This poem did not end up as serious in tone as I had hoped. The rhyme gives it a light-heartedness that is in direct opposition to the subject-matter. Even the title seems inappropriate and yet, I am reluctant to lose it or to change the piece. Perhaps this is my subconscious way of coping with what I’m reading in the superb account of the war in Somalia in 1993, by Mark Bowden, “Black Hawk Down”. I’m halfway through this book—not something I would ever have thought I would read, but it is absolutely compelling because of the expert writing and the way it gets inside the heads of all concerned, on every level and on both sides.
I have also seen the film, “Black Hawk Down’, directed by Ridley Scott, of “Gladiator” fame. I watched it myself one day (Kevin had long been recommending it) and I did like the film, despite the subject matter.

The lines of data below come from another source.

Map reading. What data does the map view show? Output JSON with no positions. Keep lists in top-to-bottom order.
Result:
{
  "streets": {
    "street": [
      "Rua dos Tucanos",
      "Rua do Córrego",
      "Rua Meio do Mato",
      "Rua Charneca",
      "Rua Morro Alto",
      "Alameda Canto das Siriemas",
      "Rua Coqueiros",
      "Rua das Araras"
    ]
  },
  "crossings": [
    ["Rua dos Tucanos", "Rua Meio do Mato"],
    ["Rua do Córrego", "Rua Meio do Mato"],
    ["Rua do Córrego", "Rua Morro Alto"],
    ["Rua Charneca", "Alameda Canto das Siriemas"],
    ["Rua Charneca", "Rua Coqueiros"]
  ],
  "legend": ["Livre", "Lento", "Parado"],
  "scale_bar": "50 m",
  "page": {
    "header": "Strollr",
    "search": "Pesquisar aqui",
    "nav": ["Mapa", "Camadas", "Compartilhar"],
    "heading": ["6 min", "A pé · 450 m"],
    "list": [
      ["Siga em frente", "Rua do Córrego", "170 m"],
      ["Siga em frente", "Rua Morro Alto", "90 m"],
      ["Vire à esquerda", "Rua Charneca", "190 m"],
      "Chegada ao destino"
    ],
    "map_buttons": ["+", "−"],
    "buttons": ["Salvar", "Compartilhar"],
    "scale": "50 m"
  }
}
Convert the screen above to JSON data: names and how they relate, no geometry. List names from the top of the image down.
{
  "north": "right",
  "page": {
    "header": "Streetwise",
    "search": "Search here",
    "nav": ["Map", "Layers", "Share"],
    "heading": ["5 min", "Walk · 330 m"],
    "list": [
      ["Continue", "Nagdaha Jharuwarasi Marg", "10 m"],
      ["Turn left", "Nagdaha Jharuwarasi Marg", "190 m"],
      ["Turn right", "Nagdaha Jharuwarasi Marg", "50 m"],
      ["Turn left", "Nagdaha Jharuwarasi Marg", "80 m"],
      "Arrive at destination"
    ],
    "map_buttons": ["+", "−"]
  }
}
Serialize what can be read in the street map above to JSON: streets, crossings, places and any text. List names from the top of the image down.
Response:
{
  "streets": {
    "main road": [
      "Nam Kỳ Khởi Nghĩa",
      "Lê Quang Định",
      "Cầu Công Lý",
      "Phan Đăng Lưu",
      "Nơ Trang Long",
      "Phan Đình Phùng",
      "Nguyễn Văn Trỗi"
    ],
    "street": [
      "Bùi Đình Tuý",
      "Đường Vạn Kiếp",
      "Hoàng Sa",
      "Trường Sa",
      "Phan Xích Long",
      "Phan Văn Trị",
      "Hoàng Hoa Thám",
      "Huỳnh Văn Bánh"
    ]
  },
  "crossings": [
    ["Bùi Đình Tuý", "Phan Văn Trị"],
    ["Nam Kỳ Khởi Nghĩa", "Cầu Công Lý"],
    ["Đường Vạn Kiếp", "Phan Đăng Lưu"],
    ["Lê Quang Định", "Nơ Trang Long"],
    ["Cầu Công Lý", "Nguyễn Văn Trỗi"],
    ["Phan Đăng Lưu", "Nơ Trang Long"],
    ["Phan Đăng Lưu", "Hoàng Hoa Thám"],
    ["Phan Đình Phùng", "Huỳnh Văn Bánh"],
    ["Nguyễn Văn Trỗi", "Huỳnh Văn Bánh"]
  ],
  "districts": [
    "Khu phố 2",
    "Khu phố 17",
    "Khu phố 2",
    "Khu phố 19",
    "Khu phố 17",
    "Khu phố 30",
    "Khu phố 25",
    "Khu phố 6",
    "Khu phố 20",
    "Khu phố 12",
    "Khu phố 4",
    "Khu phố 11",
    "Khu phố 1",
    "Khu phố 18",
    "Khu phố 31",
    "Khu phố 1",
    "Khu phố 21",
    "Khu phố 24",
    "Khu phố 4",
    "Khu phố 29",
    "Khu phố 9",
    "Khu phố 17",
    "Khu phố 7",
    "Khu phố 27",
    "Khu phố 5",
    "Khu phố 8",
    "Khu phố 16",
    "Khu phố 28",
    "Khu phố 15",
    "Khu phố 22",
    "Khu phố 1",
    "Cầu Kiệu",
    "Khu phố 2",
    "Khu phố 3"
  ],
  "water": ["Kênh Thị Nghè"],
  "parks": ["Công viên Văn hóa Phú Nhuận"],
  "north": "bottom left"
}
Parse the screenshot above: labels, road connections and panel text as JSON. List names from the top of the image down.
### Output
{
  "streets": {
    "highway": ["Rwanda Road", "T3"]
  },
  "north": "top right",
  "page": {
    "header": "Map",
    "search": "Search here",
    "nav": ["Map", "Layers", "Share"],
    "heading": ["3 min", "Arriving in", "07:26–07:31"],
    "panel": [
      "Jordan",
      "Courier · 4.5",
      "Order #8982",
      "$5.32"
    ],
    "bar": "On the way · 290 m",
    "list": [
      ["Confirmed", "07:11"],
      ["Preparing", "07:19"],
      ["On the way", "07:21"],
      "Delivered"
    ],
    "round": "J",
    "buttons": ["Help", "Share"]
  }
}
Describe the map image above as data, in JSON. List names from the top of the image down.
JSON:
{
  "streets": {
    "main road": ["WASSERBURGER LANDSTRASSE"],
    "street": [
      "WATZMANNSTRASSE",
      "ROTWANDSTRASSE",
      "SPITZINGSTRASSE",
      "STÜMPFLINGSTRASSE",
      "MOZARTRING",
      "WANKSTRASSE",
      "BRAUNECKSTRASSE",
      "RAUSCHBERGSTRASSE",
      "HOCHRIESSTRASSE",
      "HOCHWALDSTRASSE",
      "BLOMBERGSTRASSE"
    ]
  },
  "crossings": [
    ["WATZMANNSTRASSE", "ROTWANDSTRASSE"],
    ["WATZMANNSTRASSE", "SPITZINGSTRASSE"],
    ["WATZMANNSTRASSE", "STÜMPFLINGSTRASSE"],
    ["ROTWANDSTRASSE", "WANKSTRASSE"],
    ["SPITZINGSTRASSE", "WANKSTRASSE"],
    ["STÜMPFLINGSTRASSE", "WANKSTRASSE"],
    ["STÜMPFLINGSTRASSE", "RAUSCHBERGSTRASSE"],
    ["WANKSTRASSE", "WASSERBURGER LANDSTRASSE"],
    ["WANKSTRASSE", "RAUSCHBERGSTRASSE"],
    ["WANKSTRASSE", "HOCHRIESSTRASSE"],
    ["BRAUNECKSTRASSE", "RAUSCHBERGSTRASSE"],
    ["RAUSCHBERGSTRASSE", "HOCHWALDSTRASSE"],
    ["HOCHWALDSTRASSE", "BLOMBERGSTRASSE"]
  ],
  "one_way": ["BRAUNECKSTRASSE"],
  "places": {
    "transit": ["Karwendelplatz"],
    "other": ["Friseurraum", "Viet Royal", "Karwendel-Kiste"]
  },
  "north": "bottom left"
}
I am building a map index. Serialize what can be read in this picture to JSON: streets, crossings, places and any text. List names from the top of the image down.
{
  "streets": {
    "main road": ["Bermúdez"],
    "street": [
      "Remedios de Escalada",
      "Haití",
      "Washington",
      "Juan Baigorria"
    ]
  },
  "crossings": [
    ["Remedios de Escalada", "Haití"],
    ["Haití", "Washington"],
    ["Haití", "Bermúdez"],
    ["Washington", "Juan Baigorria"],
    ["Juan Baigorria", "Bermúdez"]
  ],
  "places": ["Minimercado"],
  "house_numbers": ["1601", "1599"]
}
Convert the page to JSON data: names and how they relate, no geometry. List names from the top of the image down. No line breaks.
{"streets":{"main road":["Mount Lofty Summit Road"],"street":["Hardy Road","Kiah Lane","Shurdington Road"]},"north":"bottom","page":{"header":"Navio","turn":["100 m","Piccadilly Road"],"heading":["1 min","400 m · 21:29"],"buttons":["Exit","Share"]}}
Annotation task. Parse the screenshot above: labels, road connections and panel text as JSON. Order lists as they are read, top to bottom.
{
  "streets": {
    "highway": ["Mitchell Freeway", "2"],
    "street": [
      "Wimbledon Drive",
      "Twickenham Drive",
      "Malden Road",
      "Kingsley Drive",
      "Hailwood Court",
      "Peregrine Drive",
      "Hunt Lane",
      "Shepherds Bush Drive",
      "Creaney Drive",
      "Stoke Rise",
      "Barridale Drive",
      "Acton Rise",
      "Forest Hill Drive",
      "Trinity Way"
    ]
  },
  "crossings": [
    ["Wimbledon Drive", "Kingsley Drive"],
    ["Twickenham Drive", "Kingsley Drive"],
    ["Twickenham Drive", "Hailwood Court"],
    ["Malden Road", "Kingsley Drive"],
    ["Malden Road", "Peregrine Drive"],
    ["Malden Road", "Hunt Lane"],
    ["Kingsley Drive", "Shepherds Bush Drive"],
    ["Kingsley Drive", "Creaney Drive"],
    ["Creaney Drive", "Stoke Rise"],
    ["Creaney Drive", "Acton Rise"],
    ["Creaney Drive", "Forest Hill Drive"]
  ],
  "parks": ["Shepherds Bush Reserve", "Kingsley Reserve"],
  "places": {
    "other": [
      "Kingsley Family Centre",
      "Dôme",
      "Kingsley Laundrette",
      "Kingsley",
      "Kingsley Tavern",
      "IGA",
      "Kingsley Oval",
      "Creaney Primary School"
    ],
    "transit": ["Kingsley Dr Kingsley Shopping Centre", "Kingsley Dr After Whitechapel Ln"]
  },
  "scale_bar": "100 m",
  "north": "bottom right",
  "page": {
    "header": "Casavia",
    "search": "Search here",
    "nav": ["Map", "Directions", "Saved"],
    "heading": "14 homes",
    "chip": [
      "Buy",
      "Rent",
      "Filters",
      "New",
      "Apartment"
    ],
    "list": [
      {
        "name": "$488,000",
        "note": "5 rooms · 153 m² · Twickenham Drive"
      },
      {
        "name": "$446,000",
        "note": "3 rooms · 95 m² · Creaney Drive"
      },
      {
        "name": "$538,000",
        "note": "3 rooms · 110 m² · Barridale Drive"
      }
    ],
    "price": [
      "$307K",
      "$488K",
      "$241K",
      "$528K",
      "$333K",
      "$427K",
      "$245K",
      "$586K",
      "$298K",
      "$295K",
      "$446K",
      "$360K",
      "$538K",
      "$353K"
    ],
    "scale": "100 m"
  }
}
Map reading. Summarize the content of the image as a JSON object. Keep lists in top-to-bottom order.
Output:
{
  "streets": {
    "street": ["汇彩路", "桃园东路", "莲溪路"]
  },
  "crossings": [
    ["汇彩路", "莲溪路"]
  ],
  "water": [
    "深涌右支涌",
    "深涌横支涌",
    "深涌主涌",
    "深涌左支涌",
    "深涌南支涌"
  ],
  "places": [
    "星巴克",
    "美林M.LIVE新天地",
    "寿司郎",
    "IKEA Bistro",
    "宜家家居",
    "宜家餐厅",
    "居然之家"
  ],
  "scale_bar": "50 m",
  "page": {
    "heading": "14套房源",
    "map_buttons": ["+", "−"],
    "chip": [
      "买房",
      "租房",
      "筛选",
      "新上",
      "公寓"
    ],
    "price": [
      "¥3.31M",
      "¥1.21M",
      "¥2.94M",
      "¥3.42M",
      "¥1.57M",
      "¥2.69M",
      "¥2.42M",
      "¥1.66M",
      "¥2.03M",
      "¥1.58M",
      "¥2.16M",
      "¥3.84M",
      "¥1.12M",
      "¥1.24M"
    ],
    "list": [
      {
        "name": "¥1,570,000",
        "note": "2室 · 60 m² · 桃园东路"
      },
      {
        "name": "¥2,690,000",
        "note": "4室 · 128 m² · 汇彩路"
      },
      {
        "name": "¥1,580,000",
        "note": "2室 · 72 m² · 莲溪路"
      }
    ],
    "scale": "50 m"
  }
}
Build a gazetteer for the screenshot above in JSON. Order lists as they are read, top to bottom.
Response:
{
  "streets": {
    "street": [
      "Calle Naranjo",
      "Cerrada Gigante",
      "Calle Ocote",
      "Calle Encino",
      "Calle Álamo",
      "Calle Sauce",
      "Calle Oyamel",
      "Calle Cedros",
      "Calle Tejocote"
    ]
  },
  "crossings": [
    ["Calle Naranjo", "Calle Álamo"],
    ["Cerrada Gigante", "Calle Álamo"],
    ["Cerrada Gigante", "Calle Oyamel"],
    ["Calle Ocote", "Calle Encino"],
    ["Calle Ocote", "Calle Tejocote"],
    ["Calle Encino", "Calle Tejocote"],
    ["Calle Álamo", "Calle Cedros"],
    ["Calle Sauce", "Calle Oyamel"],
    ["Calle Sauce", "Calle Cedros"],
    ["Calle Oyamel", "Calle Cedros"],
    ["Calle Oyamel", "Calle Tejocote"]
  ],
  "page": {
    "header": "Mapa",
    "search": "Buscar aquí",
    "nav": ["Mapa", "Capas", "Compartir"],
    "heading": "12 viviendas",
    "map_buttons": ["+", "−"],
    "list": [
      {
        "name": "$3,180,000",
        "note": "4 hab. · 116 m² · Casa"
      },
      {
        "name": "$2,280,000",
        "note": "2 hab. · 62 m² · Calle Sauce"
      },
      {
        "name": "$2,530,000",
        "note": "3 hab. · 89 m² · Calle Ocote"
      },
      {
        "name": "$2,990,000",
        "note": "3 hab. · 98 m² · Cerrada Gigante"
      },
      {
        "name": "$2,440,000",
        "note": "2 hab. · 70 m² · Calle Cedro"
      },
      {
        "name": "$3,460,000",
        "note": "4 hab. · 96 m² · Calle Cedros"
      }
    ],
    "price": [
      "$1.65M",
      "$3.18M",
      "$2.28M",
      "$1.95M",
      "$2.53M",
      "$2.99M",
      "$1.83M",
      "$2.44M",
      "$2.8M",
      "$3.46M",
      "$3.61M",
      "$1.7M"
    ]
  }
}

I intend to watch it again once I finish the book.
Bowden describes the events of “Black Hawk Down”— where a huge helicopter is brought down by an RPG (rocket-propelled grenade) to the streets of Mogadishu and the after-effects as Rangers, Delta Force and other troops in Humvees and choppers and on foot attempt a rescue against hail of gunfire and grenades from mobs of Somali militants and civilians— as a “hornet’s nest” of fighting, killing and death.
I don’t even scratch the surface with this poem, but after a big cup of coffee I can only disclaim that this is what struck me (no pun intended).
When did we improve, upon daggers and spears
and begin firing balls of burnt metal?
Who can we thank for the clever device
that explodes on command, man or devil?
Whiz of ballistic, most often sadistic,
report of the calibered shot,
crossing roadways and alleys, or volleyed from galleys,
in clusters of grapes, molten-hot.
Once, with measured-out paces,two turned their faces,
then fired until one man would drop.
It was just the beginning of wars no one’s winning,
with ordinance no one can stop.
The entire world over, men running for cover
can thank the inventors who made
the first howitzer, rifle—one gun—meant to stifle
a person, or people, afraid.
Toast to Wesson and Smith and each of their kith
bringing killing and death to new heights.
Now with techn0-advances beyond cannons and lances
We ensure, take-no-prisoners fights!